Your objective – Scan the material below for the string "evenodd", and copy every line where it shows up.

Supplied data –
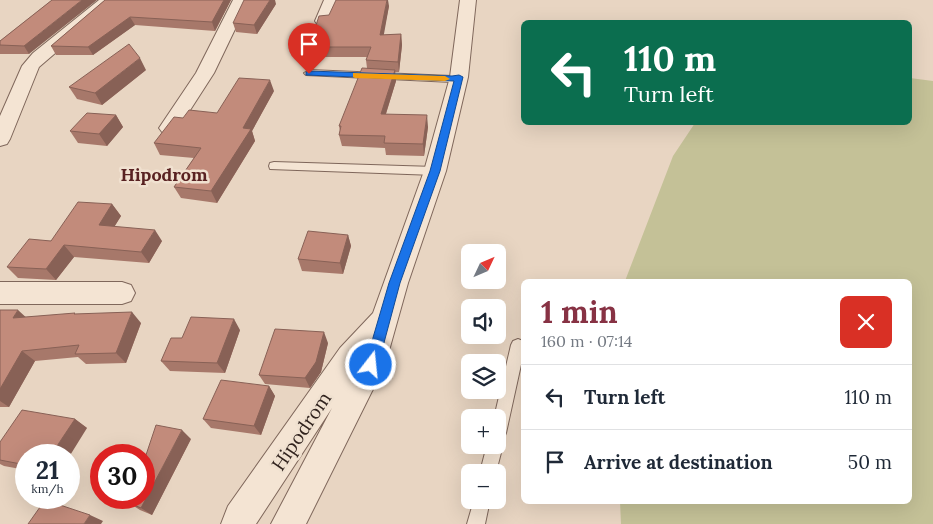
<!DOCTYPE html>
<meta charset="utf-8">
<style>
:root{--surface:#fff;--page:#f6f6f7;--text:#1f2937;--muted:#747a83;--line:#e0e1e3;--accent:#873244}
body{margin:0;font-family:Lora,serif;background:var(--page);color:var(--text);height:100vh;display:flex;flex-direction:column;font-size:19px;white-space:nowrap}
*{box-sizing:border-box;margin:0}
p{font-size:16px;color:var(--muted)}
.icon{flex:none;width:28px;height:28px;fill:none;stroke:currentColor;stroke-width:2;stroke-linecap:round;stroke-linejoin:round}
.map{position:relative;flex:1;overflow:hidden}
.drawer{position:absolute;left:521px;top:279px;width:391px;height:225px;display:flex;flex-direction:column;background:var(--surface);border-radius:8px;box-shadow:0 5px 20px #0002}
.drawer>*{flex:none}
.hud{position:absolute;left:521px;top:20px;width:391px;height:105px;border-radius:8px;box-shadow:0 5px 20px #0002;background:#0b6e4f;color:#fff;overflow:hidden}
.needle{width:32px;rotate:46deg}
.fabs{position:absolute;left:461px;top:244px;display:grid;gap:10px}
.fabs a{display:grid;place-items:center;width:45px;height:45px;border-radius:8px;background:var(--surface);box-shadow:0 5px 20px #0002;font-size:25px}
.speed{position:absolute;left:15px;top:444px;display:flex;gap:10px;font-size:25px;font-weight:700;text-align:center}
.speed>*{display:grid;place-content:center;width:65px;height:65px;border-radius:50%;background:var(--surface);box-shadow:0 5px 20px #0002;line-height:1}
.speed small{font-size:12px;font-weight:400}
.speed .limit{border:8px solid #d22;background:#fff;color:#111}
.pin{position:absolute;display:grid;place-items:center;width:42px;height:42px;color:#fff;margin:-51px -21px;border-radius:50% 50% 50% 0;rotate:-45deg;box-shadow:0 0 5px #0007}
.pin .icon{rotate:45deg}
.me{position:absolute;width:55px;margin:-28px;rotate:16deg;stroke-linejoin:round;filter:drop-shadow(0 0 4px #0008)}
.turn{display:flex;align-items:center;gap:18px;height:105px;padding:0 20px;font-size:22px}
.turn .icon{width:65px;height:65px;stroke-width:2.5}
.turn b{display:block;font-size:35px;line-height:42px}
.round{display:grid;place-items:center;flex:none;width:52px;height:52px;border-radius:8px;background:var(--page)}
.head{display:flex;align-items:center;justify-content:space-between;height:85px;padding:0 20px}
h1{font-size:30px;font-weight:700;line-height:38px;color:var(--accent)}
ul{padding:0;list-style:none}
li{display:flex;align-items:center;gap:15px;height:65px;padding:0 20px;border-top:1px solid var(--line)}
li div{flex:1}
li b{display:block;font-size:19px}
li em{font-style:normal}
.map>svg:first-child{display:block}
.green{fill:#c4c197}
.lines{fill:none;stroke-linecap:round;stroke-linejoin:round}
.service-casing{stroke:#7f675b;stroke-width:2}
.minor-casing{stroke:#7f675b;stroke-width:2}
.service{fill:#f4e4d3;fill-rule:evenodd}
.minor{fill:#f4e4d3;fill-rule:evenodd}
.wall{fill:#a7786a}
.shaded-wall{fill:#886156}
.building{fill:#c28b7b;stroke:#886156}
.route{fill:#1a73e8;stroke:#114b97}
.slow{fill:#f59e0b}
.labels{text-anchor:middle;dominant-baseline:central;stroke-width:5;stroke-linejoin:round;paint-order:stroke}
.neighbourhood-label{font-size:18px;font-weight:bold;fill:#592222;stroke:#f0e1d0}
.near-street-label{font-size:19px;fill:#31231e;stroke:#f0e1d0}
</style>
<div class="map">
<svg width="933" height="524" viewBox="0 0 933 524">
<rect width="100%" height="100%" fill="#e8d5c2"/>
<path class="green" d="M 910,78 L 933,81 L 933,524 L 621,524 L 620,501 L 910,501 L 910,281 L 625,281 L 673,156 L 695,123 L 910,122 Z"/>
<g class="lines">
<defs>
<path id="service" d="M 309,70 L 452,76 L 459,74 L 464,77 L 452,82 L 306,75 L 304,73 Z
M 274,162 L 435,167 L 440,171 L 435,175 L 270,169 L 269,166 L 270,163 Z
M 518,339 L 523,341 L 524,351 L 506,433 L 504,438 L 501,440 L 503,445 L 496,472 L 480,472 L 487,445 L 498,445 L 498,418 L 494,418 L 511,345 L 513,341 Z
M 474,500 L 490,500 L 485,524 L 467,524 Z"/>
<path id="minor" d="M 99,0 L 117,0 L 39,67 L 10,139 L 7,144 L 0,146 L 0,116 L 22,66 L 33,53 Z
M 233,0 L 249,0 L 214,73 L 176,132 L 169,134 L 162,132 L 159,128 L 196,73 Z
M 324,0 L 340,0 L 329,24 L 317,24 L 315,21 Z
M 460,0 L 476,0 L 468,77 L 446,171 L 408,283 L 385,365 L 306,524 L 271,524 L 332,408 L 256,524 L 221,524 L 228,506 L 340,348 L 373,313 L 424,171 L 450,77 Z
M 0,282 L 122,282 L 131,285 L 135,293 L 131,301 L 122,304 L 0,304 Z"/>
</defs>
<use href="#service" class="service-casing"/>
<use href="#minor" class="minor-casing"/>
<use href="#service" class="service"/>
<use href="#minor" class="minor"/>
</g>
<path class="wall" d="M 52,0 L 29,54 L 0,54 L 0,41 Z
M 105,0 L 231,0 L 215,31 L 135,25 L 93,55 L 56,55 L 51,46 Z
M 276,4 L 257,34 L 236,32 L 233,23 Z
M 389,6 L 383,35 L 401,34 L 402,45 L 399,72 L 395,72 L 396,81 L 386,114 L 428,127 L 424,156 L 386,155 L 385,148 L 342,146 L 339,135 L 340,131 L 339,126 L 367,68 L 366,60 L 367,57 L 311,57 L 309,47 Z
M 146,70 L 102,105 L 77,99 L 69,87 Z
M 274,91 L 252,131 L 255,141 L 217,203 L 181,198 L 174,187 L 194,158 L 160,155 L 154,143 L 183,118 L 217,113 Z
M 116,115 L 123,127 L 107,146 L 78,143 L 70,131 Z
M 112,204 L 121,216 L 114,227 L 162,241 L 149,263 L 74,257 L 56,280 L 18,278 L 7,267 Z
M 348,235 L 351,246 L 343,274 L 302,271 L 298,259 Z
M 0,310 L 26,317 L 76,314 L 141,323 L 126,363 L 86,364 L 78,357 L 35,361 L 9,407 L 0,407 Z
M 240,330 L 225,373 L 170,371 L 161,361 L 182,338 Z
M 328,343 L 321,372 L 310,388 L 265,384 L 259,375 Z
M 269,386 L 275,396 L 261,435 L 211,428 L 203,419 Z
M 75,419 L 87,428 L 26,455 L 26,470 L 4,466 L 0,464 L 0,442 Z
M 191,439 L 152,515 L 140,510 L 129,503 Z"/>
<path class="shaded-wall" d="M 82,0 L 97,0 L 29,54 L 24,46 Z
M 224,0 L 231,0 L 215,31 L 212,22 Z
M 270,0 L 275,0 L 276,4 L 257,34 L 254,25 Z
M 387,0 L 388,0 L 389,6 L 382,45 L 380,35 Z
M 130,17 L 135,25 L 93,55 L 88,47 Z
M 401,34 L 402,45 L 399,72 L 398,62 Z
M 140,58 L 146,70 L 102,105 L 95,93 Z
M 395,70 L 396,81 L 382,126 L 381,114 Z
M 270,80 L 274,91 L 252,131 L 255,141 L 217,203 L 211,191 L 243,128 Z
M 116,115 L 123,127 L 107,146 L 99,134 Z
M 427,115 L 428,127 L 424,156 L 423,144 Z
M 112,204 L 121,216 L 108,237 L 99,225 Z
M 155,230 L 162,241 L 149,263 L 141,252 Z
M 348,235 L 351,246 L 343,274 L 340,263 Z
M 64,245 L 74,257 L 56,280 L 46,269 Z
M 18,310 L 30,321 L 13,318 Z
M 132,312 L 141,323 L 126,363 L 116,353 Z
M 234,319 L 240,330 L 225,373 L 217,363 Z
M 324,332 L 328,343 L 321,372 L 310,388 L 305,378 Z
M 22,351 L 35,361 L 9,407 L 0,401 L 0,389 Z
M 269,386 L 275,396 L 261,435 L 254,426 Z
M 75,419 L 87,428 L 69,457 L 69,455 L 51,455 Z
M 182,430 L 191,439 L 152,515 L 141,508 Z
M 90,515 L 103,521 L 101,524 L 84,524 Z"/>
<path class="building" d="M 52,0 L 82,0 L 24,46 L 0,45 L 0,41 Z
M 105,0 L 224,0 L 212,22 L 130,17 L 88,47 L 51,46 Z
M 244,0 L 270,0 L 254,25 L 233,23 Z
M 336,0 L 387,0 L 380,35 L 401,34 L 398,62 L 366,60 L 371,47 L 309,47 L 319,16 L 329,15 Z
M 129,44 L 140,58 L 95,93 L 69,87 Z
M 362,68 L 395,70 L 381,114 L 427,115 L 423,144 L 384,143 L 385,136 L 339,135 L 341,126 L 339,126 Z
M 239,78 L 270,80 L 243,128 L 251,129 L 211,191 L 174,187 L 201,148 L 154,143 L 174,117 L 183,118 L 189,110 L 217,113 Z
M 87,113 L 116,115 L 99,134 L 70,131 Z
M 78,202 L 112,204 L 99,225 L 155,230 L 141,252 L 64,245 L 46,269 L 7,267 L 29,239 L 51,241 Z
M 308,231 L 348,235 L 340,263 L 298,259 Z
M 0,310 L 18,310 L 13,318 L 75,313 L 74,314 L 132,312 L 116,353 L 75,354 L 79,345 L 22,351 L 0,389 Z
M 191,317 L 234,319 L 217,363 L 161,361 L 171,338 L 182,338 Z
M 275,329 L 324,332 L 316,362 L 305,378 L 259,375 Z
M 221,380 L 269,386 L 254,426 L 203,419 Z
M 22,410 L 75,419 L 51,455 L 26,455 L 26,465 L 0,460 L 0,442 Z
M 156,425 L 182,430 L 141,508 L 129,503 L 131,498 L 144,498 L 144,461 Z
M 45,500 L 90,515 L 84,524 L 28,524 Z"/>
<path class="route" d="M 309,71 L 452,76 L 459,75 L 463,77 L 440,171 L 400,283 L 378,365 L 376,369 L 371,371 L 367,369 L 365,365 L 389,283 L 430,171 L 454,81 L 306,75 L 306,72 Z"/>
<path class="slow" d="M 353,73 L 445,76 L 450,79 L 445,81 L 355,78 L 353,77 Z"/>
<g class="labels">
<g class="neighbourhood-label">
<text x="164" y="174">Hipodrom</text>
</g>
<g class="near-street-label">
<text transform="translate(301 431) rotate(-56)">Hipodrom</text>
</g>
</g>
</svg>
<div class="fabs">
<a><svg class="needle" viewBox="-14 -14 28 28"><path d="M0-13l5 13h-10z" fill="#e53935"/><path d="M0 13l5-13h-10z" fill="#747a83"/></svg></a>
<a><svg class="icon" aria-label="sound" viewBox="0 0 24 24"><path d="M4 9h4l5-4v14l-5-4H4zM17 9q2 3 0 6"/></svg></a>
<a><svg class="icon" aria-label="layers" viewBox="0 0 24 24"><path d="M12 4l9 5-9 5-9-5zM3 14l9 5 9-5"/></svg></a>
<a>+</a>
<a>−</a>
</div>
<div class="speed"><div>21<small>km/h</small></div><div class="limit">30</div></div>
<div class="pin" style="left:309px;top:74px;background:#d93025"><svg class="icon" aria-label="arrive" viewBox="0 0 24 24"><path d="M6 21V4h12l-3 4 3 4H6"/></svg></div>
<svg class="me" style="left:371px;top:365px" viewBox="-20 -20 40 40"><circle r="17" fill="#1a73e8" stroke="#fff" stroke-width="3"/><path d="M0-11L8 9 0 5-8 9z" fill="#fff"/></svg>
<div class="hud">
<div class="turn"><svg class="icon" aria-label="left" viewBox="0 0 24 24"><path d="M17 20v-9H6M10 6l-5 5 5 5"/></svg><div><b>110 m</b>Turn left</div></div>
</div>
<section class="drawer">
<div class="head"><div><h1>1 min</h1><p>160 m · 07:14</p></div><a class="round" style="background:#d93025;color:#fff"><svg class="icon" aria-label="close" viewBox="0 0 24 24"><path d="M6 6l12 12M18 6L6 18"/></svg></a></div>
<ul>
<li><svg class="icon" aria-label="left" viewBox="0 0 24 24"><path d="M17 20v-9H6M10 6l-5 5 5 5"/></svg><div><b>Turn left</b></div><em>110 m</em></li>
<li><svg class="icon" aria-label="arrive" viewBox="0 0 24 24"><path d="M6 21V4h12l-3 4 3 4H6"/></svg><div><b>Arrive at destination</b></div><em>50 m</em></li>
</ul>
</section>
</div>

Task answer –
.service{fill:#f4e4d3;fill-rule:evenodd}
.minor{fill:#f4e4d3;fill-rule:evenodd}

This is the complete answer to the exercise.